Thankfully, she knew just how to accomplish that. "It was the man whose shirt I'm wearing."

Brian looked like he could spit nails. She could have enjoyed it, just a bit, if she hadn't been so mad or so scared and if the previous few days hadn't been so awful.

"Go," she told Brian.

He argued, and she all but shoved him out the door. Finally she found herself alone again, sipping more hot chocolate and waiting for the dawn.

Grant Edwards had been Charlie Williams's second-in-command at the engineering firm when Shelly started working there. They'd dated briefly, casually, after she first came to Naples. He'd helped her paint her apartment one weekend, and he'd brought along a couple of old shirts for them to wear while they did it.

Shelly still wore the shirt around the house sometimes, because she found it incredibly comfortable. She didn't see any need to explain that to Brian.

She also had no intention of explaining that Grant had been one of a handful of men who Shelly hoped would help her forget all about Brian. Grant had failed miserably at that. So had all the others.

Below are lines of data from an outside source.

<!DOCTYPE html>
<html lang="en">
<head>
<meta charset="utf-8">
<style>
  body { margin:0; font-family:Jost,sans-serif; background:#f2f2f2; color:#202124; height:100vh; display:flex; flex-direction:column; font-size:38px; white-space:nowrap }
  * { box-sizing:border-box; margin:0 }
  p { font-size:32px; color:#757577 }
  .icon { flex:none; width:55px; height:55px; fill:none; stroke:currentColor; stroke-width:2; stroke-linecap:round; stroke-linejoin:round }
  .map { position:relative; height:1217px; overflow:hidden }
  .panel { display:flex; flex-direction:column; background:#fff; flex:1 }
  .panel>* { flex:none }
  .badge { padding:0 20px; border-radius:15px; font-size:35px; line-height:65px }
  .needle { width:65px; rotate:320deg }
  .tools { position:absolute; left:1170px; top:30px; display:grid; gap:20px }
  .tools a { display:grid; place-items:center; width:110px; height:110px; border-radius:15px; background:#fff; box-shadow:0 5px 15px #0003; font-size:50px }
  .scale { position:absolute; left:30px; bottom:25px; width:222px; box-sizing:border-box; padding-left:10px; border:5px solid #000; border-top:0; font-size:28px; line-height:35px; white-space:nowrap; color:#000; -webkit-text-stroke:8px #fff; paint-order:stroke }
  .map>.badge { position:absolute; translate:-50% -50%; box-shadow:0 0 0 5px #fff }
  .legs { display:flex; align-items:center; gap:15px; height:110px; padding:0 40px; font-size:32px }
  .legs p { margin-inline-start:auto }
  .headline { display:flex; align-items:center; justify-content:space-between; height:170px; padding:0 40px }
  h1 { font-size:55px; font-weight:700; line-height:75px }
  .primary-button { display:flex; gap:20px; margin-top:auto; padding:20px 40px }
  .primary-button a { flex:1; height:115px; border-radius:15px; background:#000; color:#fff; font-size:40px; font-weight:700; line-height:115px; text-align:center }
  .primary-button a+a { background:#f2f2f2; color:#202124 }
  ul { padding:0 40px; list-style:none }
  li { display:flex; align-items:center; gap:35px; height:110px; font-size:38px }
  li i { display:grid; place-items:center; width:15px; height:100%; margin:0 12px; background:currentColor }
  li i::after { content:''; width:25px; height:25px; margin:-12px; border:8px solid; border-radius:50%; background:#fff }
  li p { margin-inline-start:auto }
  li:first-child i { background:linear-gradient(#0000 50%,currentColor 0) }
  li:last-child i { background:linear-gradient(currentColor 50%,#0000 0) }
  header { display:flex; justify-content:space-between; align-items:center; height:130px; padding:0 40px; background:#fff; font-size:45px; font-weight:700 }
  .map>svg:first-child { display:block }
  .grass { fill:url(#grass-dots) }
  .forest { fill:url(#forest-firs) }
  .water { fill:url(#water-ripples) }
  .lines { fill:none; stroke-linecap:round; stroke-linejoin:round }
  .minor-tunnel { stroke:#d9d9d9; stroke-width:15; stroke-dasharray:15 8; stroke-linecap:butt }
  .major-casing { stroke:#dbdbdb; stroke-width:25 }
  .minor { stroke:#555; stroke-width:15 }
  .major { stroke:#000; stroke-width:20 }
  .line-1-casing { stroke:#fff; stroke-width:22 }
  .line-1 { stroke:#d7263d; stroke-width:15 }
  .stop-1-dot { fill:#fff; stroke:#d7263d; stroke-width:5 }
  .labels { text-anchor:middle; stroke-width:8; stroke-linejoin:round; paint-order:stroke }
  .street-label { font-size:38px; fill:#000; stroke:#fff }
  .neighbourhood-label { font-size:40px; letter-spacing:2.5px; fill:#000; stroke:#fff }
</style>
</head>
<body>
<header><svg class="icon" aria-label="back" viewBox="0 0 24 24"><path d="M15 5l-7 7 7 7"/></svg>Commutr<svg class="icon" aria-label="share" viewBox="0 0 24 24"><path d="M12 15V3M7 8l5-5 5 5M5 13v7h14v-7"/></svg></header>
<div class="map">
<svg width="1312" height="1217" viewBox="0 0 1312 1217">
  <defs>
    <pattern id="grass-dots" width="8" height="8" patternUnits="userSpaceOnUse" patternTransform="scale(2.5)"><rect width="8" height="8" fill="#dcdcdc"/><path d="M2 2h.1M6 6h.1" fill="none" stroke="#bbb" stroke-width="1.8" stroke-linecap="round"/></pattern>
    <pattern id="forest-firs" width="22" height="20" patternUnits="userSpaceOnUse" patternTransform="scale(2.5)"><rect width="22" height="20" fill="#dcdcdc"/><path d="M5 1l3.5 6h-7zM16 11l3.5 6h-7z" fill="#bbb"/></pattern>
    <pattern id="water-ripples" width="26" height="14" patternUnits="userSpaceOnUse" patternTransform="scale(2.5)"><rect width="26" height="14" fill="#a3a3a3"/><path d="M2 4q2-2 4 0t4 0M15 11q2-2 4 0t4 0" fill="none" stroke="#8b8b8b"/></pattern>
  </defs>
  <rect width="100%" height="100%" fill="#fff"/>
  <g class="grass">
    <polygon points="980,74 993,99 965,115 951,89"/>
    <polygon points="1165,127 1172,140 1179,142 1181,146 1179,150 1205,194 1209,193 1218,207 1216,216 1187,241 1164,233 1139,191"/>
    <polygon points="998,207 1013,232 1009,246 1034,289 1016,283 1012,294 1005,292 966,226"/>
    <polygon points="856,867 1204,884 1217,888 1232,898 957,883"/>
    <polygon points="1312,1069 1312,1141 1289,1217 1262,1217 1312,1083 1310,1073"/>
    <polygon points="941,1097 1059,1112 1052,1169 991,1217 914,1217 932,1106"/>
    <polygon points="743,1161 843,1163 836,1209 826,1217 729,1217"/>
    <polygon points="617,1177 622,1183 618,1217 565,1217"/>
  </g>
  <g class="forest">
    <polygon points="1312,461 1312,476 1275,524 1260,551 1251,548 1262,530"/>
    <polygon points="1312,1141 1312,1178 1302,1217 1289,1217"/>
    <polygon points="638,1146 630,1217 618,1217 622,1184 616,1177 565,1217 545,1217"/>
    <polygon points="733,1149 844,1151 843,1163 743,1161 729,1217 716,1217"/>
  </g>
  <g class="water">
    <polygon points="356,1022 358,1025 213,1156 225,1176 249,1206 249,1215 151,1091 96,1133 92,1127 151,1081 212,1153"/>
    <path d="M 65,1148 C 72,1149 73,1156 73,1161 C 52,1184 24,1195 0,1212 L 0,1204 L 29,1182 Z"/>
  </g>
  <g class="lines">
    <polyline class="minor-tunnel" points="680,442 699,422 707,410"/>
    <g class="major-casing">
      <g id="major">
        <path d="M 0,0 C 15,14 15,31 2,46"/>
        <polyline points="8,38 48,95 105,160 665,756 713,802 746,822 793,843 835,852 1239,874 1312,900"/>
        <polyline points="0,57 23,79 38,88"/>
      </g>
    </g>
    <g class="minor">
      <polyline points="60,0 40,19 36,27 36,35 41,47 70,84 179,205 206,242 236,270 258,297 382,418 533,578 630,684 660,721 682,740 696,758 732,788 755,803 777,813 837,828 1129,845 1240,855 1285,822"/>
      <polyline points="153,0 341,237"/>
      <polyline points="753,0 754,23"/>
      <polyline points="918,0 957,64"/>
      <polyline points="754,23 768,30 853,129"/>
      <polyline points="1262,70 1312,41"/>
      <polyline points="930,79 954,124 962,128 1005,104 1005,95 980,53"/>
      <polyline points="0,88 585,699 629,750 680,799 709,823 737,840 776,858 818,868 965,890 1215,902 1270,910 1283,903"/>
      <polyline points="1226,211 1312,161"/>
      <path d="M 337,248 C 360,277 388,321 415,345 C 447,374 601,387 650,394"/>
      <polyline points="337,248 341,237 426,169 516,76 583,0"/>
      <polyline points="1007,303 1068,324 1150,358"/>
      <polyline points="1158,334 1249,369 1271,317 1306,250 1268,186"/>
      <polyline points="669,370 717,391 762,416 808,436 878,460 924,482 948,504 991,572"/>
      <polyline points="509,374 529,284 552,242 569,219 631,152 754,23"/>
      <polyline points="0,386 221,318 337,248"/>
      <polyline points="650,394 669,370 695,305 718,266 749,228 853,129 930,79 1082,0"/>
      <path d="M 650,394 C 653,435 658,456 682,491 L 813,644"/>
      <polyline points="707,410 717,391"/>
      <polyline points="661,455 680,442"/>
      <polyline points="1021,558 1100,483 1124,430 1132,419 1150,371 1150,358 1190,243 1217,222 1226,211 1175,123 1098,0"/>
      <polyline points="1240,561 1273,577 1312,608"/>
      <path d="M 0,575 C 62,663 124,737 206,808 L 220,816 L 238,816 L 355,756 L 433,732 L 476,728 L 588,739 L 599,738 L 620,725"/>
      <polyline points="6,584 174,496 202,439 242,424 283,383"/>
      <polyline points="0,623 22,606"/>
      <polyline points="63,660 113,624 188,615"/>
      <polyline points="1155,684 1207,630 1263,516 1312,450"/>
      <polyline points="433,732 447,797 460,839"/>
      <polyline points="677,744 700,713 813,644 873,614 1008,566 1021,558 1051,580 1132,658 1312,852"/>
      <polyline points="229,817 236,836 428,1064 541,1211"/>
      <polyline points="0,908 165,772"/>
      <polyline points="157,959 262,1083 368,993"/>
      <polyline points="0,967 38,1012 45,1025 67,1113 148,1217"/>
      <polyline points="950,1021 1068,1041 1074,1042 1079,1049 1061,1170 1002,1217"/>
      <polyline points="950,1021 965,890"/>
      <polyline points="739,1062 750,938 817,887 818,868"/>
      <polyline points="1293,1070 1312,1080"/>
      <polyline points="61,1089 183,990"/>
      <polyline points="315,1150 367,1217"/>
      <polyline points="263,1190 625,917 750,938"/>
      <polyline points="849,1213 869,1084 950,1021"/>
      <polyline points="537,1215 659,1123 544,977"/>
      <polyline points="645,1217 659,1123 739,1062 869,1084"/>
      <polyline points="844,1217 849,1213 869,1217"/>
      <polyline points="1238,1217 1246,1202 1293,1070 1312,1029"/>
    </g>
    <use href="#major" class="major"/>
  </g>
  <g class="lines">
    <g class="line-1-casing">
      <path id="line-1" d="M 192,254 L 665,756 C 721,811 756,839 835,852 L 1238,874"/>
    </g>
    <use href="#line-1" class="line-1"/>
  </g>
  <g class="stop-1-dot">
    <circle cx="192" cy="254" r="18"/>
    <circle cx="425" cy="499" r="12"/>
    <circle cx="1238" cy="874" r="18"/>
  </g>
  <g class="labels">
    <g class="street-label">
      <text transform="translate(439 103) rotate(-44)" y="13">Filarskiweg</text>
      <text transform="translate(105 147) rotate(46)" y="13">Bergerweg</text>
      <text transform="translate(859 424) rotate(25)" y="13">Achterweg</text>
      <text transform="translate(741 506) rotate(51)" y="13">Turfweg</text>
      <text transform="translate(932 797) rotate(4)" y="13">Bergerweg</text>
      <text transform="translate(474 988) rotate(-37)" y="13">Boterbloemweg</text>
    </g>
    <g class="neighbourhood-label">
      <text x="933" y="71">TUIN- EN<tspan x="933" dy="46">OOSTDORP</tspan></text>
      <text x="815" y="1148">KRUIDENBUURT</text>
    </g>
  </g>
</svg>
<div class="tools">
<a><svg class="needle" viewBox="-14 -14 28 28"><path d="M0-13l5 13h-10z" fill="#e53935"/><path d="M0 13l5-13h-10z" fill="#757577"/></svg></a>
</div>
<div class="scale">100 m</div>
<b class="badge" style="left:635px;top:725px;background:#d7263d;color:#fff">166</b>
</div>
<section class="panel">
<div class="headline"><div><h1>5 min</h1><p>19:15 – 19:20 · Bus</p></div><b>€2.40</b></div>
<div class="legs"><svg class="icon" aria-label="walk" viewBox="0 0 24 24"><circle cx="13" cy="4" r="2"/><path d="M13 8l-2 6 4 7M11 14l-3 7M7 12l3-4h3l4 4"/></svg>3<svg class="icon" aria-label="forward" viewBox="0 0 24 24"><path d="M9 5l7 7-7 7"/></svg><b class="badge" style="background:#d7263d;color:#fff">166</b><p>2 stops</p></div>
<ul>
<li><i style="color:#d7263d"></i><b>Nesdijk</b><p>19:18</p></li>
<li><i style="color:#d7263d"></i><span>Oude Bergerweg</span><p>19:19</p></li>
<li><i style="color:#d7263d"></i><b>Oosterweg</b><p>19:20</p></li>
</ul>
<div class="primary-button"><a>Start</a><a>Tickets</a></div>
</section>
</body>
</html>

One thing, though—if anyone besides Charlie was in a position to know what was going on there, it was Grant.

If Grant thought she was in a dangerous situation, if he was as scared and desperate as he sounded on the phone... She thought about the way Charlie had reacted when they'd told him about the plane and how it had felt when it fell through the sky.

Her nice, sane world had been turned upside down, and she didn't know why. She wasn't even supposed to be here. She was supposed to be getting away from here, away from any kind of danger, and especially, far, far away from Brian.